| Work to complete |
Quote the whole listing word for word, please.

--

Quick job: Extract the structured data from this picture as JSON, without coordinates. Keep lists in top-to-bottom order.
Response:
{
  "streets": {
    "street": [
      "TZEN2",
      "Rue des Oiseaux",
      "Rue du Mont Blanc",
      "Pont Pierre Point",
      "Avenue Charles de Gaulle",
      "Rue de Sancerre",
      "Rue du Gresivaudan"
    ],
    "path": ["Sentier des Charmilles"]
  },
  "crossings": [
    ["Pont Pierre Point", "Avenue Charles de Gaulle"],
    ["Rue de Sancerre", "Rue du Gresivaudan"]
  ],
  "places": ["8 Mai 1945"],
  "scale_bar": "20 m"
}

--

| Reply |
Quick job: Extract the structured data from this picture as JSON, without coordinates. Keep lists in top-to-bottom order.
Response:
{
  "streets": {
    "street": [
      "TZEN2",
      "Rue des Oiseaux",
      "Rue du Mont Blanc",
      "Pont Pierre Point",
      "Avenue Charles de Gaulle",
      "Rue de Sancerre",
      "Rue du Gresivaudan"
    ],
    "path": ["Sentier des Charmilles"]
  },
  "crossings": [
    ["Pont Pierre Point", "Avenue Charles de Gaulle"],
    ["Rue de Sancerre", "Rue du Gresivaudan"]
  ],
  "places": ["8 Mai 1945"],
  "scale_bar": "20 m"
}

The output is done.